▸ Dataset entries:
================

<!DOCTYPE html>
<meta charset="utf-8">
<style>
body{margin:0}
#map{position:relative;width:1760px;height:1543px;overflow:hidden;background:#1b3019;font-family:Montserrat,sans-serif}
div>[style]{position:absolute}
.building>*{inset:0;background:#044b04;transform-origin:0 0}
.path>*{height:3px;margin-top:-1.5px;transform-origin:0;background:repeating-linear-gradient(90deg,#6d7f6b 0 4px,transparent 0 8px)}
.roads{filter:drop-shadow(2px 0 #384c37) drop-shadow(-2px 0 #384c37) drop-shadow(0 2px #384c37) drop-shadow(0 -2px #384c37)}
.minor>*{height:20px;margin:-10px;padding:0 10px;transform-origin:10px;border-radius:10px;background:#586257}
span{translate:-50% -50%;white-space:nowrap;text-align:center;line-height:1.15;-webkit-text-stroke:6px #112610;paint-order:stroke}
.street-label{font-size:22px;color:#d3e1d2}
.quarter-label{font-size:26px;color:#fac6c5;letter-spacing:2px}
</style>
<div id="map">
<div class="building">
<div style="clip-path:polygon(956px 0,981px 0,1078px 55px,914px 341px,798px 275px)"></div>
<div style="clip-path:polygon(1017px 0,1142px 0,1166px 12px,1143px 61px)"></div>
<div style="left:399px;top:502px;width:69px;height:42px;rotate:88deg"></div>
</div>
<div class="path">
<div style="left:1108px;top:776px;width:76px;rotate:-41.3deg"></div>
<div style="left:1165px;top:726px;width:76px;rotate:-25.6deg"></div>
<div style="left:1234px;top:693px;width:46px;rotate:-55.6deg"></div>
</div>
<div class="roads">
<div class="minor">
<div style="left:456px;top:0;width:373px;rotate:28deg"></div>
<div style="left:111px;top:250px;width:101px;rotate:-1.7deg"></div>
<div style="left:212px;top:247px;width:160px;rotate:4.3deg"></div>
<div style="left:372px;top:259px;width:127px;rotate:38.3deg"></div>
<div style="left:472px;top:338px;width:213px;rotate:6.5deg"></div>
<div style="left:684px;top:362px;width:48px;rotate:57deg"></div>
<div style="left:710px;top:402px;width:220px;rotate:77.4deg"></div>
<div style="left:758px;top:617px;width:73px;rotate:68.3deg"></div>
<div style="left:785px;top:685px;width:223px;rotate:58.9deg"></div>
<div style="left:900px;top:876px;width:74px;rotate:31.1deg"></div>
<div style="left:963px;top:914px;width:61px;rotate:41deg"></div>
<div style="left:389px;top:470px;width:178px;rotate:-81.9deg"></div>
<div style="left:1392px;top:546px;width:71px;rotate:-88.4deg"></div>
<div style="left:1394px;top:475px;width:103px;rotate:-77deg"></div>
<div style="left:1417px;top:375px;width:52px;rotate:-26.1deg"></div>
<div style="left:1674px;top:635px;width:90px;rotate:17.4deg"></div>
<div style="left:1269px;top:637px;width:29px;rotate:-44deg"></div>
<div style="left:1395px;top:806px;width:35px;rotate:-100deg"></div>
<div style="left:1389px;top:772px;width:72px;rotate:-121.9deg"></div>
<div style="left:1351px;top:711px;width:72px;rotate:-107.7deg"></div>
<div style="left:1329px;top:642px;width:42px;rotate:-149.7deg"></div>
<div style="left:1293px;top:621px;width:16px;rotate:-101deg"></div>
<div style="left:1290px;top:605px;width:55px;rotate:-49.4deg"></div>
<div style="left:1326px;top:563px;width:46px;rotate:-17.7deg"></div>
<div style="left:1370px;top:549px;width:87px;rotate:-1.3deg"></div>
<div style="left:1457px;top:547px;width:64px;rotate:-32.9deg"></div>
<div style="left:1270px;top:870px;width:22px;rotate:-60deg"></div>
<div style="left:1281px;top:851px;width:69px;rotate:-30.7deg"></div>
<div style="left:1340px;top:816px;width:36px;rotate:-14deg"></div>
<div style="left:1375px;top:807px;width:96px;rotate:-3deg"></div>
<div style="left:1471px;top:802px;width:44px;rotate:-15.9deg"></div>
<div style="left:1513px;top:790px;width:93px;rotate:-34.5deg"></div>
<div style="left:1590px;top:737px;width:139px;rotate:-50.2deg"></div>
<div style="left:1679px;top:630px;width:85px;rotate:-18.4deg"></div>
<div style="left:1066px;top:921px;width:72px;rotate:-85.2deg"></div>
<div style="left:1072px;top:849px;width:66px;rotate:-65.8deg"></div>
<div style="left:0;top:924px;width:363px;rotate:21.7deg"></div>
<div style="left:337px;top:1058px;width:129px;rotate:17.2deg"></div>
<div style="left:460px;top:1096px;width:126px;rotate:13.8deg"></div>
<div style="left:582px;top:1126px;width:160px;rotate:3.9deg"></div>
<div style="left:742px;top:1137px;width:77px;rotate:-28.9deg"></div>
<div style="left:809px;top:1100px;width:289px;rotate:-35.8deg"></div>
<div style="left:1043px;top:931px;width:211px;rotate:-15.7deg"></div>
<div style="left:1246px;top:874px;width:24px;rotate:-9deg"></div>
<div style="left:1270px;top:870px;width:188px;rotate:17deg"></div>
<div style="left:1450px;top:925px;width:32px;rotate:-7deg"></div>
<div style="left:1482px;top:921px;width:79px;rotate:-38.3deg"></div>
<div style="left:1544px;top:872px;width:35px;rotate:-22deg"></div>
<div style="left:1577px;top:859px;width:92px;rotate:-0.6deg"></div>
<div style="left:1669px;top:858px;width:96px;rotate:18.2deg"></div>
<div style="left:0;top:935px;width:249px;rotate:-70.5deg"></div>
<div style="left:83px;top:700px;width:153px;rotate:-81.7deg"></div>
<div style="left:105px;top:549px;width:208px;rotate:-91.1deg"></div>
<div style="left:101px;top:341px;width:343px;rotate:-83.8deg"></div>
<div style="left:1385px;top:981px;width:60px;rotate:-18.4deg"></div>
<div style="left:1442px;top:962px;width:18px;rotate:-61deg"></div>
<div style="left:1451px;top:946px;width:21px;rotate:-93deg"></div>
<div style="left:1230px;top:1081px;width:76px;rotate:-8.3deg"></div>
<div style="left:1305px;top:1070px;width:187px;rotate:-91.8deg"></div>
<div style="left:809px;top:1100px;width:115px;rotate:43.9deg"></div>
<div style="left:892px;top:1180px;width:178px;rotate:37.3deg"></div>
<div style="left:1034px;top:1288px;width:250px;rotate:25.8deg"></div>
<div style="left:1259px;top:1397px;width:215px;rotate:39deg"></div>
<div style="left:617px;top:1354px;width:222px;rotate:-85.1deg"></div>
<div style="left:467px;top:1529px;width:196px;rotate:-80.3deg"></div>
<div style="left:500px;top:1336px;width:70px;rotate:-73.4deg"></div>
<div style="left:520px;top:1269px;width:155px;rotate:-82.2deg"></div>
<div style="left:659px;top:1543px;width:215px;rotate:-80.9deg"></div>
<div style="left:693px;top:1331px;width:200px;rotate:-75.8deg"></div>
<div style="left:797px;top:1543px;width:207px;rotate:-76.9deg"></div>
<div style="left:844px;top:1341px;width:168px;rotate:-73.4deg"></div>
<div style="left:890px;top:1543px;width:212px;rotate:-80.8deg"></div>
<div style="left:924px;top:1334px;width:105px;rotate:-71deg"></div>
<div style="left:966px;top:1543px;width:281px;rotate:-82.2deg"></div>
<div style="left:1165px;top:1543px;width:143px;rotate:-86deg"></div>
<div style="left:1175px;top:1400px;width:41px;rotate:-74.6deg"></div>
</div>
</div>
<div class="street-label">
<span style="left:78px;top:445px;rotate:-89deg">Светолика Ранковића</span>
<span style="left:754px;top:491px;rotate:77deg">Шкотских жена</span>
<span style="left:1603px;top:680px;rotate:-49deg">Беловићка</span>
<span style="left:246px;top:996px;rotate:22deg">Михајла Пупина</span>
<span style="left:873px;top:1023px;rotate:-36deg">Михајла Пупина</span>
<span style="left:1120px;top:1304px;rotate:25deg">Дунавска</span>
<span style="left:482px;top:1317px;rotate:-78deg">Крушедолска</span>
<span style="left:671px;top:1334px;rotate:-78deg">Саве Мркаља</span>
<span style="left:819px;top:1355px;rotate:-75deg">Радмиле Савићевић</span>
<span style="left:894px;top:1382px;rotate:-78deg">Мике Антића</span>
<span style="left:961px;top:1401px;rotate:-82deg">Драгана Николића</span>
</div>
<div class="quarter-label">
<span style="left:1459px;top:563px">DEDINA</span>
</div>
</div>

================

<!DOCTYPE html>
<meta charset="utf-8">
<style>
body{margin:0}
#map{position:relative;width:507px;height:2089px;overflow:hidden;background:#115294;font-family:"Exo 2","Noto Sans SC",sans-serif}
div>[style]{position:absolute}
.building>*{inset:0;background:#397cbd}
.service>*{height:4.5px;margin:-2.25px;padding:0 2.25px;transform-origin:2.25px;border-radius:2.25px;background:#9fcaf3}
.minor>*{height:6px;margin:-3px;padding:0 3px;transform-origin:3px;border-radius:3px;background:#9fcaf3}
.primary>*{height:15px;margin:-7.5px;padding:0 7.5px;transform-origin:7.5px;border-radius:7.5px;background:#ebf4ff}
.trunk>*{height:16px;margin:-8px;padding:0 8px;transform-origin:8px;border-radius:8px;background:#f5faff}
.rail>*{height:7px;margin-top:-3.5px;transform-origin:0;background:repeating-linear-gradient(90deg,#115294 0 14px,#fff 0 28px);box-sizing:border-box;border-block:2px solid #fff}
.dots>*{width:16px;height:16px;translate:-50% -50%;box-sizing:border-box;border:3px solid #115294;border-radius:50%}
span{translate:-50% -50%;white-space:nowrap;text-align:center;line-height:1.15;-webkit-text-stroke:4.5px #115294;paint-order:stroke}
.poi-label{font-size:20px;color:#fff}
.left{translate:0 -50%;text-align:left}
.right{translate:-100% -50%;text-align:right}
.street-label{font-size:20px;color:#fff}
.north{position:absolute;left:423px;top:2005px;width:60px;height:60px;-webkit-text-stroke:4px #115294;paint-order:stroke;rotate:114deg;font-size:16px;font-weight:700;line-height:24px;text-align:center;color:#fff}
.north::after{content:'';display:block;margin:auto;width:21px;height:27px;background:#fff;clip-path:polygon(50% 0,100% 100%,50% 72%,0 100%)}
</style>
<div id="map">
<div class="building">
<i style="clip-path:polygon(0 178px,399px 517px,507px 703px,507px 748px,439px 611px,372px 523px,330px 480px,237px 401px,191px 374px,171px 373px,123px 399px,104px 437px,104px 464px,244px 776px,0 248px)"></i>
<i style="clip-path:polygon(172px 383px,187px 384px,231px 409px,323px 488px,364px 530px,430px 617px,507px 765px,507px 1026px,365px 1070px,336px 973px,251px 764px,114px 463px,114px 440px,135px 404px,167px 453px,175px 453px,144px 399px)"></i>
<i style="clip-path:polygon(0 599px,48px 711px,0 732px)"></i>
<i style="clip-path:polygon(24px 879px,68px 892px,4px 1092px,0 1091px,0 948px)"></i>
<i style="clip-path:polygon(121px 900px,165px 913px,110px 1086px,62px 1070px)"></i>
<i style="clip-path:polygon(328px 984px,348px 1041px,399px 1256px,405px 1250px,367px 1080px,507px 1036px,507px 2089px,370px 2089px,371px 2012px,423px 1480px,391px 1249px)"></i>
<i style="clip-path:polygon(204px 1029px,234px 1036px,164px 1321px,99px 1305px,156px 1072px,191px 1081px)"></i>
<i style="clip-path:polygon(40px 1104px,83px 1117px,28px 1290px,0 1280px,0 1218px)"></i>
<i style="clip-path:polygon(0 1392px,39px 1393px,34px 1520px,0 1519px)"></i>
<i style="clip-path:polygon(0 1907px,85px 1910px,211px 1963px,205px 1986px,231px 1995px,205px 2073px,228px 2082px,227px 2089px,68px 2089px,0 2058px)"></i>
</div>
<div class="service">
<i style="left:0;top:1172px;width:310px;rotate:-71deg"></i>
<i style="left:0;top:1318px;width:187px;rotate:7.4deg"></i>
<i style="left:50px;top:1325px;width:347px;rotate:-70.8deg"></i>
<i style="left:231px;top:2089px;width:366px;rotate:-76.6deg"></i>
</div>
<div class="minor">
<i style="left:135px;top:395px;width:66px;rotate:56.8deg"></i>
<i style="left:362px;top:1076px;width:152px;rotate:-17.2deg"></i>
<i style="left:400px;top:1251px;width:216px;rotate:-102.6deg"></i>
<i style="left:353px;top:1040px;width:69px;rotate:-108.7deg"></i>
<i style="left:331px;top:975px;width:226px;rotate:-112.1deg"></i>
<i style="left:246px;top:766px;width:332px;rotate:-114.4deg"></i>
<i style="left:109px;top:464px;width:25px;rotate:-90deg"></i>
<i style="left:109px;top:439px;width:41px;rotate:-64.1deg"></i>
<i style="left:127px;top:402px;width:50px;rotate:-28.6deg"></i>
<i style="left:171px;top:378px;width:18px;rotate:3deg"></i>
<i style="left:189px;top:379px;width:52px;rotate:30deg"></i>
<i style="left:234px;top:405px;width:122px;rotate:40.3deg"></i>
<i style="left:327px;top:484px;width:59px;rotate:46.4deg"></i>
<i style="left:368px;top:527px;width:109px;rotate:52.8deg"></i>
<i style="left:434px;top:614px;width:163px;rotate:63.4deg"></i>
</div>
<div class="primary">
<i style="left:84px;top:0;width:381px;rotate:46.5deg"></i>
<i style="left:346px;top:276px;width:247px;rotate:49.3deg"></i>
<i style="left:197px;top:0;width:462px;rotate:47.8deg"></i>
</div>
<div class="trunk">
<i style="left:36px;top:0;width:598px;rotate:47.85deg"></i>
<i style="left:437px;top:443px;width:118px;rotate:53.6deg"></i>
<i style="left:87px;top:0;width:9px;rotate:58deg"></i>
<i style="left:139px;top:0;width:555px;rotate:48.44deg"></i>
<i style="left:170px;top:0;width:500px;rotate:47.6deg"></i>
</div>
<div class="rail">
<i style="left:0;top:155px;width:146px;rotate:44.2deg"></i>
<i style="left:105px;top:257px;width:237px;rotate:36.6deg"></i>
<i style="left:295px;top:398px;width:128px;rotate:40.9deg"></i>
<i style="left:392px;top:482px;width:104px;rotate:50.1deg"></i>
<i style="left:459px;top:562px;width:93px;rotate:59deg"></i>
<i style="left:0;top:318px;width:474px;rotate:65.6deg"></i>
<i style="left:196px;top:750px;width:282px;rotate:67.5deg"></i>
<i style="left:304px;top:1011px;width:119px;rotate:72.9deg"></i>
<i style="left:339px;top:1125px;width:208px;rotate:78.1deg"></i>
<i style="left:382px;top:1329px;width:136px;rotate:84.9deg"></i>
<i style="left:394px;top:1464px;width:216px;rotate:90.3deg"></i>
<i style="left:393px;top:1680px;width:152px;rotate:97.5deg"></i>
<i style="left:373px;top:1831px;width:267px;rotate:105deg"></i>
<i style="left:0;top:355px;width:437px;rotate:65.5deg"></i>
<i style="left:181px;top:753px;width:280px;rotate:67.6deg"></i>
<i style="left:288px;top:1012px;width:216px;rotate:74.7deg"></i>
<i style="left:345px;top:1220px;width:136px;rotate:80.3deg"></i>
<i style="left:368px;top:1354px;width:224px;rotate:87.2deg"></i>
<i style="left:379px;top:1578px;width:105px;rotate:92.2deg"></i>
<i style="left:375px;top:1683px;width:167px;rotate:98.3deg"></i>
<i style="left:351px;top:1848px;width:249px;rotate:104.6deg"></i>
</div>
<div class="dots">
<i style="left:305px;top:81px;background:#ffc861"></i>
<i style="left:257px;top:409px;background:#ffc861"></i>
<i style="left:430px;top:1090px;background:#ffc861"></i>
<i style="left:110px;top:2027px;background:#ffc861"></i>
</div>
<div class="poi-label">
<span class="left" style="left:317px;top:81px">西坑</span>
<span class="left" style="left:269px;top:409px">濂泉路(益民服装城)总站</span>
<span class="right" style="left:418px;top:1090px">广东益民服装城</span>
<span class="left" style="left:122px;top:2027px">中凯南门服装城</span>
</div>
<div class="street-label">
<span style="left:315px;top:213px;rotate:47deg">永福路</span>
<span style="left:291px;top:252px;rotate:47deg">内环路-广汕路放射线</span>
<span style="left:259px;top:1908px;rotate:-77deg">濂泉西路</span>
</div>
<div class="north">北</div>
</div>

================

▸ Task directions: Which lines of the records above contain the word "relative"? Report each one in full.

▸ Task output:
#map{position:relative;width:1760px;height:1543px;overflow:hidden;background:#1b3019;font-family:Montserrat,sans-serif}
#map{position:relative;width:507px;height:2089px;overflow:hidden;background:#115294;font-family:"Exo 2","Noto Sans SC",sans-serif}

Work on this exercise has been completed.